- **Listed records**:
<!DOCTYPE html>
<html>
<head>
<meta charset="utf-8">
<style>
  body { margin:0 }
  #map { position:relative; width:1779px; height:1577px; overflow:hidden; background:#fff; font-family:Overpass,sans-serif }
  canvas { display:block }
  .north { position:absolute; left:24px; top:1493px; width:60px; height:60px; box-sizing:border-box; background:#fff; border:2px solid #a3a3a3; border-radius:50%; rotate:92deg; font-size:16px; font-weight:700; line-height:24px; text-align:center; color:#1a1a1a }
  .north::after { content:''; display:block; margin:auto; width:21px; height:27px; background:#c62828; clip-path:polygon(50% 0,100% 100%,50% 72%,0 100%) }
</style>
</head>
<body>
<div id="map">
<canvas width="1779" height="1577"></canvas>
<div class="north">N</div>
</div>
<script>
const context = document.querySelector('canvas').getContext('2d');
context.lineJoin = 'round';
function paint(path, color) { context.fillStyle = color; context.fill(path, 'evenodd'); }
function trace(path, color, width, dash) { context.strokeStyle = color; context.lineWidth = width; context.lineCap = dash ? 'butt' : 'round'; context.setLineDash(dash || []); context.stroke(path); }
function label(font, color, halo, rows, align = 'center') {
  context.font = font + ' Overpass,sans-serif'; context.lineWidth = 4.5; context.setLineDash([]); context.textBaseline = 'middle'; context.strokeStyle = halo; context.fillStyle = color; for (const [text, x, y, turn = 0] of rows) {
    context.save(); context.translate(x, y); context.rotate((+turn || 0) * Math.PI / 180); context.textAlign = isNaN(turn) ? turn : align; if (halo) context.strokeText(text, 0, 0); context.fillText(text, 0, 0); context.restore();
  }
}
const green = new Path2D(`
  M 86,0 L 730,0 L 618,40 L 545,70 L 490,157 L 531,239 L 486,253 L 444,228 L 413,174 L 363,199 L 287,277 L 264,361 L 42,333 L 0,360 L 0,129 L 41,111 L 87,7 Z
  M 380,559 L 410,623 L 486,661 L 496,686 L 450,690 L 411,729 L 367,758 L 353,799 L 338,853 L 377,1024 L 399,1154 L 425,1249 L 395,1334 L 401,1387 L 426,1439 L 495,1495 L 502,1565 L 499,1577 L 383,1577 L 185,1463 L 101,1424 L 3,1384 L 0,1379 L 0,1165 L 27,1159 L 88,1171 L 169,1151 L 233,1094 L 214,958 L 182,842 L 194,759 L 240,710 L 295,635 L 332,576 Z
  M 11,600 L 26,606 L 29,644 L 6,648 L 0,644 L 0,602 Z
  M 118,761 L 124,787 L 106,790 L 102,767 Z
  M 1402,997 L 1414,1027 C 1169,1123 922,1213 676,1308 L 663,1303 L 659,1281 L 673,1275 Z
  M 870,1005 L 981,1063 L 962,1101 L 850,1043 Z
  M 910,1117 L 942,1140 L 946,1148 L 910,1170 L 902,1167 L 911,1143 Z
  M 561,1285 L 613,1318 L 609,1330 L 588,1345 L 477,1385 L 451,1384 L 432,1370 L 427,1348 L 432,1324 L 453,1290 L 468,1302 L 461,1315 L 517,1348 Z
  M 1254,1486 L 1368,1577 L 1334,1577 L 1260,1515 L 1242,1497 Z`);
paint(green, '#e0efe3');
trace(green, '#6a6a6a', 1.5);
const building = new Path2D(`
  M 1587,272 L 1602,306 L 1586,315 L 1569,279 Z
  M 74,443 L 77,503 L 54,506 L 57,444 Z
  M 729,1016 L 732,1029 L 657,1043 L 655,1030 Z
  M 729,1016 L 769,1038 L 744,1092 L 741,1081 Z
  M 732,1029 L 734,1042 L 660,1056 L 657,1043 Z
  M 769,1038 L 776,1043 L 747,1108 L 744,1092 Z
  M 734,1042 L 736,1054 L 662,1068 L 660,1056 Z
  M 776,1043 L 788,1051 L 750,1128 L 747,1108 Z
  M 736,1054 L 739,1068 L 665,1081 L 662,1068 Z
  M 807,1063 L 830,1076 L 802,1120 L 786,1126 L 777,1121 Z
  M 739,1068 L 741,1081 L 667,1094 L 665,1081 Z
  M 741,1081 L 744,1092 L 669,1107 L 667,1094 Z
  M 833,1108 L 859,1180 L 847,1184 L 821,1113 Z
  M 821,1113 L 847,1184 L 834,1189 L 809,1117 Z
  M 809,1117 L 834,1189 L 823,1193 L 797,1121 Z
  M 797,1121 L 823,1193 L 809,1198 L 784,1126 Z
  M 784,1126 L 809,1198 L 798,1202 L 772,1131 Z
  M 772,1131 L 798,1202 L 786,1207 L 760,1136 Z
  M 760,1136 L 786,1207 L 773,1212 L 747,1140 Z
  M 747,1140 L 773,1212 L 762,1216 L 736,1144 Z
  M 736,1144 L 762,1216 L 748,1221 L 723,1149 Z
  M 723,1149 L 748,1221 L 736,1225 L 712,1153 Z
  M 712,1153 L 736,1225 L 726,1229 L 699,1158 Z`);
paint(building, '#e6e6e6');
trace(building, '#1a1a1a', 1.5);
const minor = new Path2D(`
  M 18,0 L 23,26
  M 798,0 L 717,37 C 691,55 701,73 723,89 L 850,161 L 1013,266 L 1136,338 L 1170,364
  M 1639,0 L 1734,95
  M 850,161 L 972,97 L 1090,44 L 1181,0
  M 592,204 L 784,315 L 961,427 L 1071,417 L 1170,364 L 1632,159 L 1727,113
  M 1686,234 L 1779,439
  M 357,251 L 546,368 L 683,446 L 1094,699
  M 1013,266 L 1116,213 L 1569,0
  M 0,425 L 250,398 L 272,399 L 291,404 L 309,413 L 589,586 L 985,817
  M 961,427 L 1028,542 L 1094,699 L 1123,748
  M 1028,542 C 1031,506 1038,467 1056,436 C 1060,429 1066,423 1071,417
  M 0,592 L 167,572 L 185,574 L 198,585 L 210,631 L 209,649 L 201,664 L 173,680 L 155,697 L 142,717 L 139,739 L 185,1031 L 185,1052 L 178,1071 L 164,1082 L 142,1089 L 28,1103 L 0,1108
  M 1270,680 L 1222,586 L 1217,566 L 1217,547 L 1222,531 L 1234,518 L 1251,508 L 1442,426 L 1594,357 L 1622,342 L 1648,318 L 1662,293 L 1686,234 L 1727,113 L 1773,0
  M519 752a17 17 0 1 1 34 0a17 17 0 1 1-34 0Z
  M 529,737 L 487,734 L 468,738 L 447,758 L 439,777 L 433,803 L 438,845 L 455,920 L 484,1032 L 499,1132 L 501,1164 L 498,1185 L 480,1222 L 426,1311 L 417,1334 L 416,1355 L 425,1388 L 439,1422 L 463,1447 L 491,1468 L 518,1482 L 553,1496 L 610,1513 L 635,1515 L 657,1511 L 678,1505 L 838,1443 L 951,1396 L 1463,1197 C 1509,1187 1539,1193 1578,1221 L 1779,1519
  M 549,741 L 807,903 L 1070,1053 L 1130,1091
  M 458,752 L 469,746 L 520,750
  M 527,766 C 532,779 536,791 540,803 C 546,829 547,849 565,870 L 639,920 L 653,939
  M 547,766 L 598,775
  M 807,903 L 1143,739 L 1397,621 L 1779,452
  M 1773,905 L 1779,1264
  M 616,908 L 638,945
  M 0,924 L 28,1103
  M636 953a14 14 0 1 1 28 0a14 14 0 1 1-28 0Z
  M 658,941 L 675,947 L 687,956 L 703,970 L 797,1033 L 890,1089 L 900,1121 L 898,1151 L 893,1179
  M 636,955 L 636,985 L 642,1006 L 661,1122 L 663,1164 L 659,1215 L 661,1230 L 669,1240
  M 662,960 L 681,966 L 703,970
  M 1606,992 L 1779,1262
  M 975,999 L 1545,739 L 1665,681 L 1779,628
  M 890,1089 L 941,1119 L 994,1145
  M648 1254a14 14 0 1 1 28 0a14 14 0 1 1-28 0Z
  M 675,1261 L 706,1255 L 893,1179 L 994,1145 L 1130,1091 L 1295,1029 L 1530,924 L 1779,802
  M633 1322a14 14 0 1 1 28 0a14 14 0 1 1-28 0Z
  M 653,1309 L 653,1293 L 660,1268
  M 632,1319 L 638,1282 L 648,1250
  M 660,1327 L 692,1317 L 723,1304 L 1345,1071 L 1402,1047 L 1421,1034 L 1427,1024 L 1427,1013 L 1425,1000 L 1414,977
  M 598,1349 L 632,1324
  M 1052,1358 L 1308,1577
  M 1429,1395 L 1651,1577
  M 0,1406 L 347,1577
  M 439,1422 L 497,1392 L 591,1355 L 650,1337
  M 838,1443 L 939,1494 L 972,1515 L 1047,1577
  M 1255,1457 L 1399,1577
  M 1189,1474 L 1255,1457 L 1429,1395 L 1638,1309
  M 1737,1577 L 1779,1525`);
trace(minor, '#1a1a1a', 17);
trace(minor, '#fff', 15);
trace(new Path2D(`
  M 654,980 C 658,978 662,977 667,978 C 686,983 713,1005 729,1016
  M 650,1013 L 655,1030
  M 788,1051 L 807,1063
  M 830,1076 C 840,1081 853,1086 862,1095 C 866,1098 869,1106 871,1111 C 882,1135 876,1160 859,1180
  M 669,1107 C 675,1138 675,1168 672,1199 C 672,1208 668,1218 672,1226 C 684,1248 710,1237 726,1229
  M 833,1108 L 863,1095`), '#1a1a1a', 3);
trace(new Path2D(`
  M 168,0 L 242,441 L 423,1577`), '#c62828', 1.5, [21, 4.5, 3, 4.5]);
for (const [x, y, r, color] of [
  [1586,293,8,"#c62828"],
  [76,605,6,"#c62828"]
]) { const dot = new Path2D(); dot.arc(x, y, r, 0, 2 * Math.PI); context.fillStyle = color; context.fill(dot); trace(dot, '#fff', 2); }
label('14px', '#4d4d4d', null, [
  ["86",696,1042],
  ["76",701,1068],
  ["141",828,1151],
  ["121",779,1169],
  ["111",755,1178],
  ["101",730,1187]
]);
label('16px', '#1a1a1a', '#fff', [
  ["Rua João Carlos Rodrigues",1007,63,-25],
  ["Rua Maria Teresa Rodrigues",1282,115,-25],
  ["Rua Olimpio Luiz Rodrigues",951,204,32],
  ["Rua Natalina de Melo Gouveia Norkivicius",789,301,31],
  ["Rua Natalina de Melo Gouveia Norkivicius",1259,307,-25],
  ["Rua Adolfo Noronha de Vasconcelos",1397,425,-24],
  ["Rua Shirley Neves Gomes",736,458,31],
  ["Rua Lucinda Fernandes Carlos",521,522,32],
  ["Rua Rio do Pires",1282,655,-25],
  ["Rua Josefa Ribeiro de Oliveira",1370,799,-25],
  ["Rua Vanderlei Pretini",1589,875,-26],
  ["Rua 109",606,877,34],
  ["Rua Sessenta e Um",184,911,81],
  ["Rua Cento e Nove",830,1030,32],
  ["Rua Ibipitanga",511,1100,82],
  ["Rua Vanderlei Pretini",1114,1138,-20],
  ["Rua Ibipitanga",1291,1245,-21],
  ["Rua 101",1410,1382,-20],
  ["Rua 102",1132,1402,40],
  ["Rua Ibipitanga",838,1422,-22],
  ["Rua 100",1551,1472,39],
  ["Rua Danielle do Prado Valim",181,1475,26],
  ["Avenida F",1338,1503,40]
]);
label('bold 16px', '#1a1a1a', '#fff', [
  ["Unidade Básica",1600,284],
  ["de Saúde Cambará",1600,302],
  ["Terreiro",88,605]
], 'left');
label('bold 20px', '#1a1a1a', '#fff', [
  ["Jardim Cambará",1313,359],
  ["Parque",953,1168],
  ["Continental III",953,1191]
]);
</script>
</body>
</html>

- **What the task asks**: Starting with the first line of the records above, give back each line exactly until the line with "context.lineJoin = 'round';" has been given as well.

- **Response below**:
<!DOCTYPE html>
<html>
<head>
<meta charset="utf-8">
<style>
  body { margin:0 }
  #map { position:relative; width:1779px; height:1577px; overflow:hidden; background:#fff; font-family:Overpass,sans-serif }
  canvas { display:block }
  .north { position:absolute; left:24px; top:1493px; width:60px; height:60px; box-sizing:border-box; background:#fff; border:2px solid #a3a3a3; border-radius:50%; rotate:92deg; font-size:16px; font-weight:700; line-height:24px; text-align:center; color:#1a1a1a }
  .north::after { content:''; display:block; margin:auto; width:21px; height:27px; background:#c62828; clip-path:polygon(50% 0,100% 100%,50% 72%,0 100%) }
</style>
</head>
<body>
<div id="map">
<canvas width="1779" height="1577"></canvas>
<div class="north">N</div>
</div>
<script>
const context = document.querySelector('canvas').getContext('2d');
context.lineJoin = 'round';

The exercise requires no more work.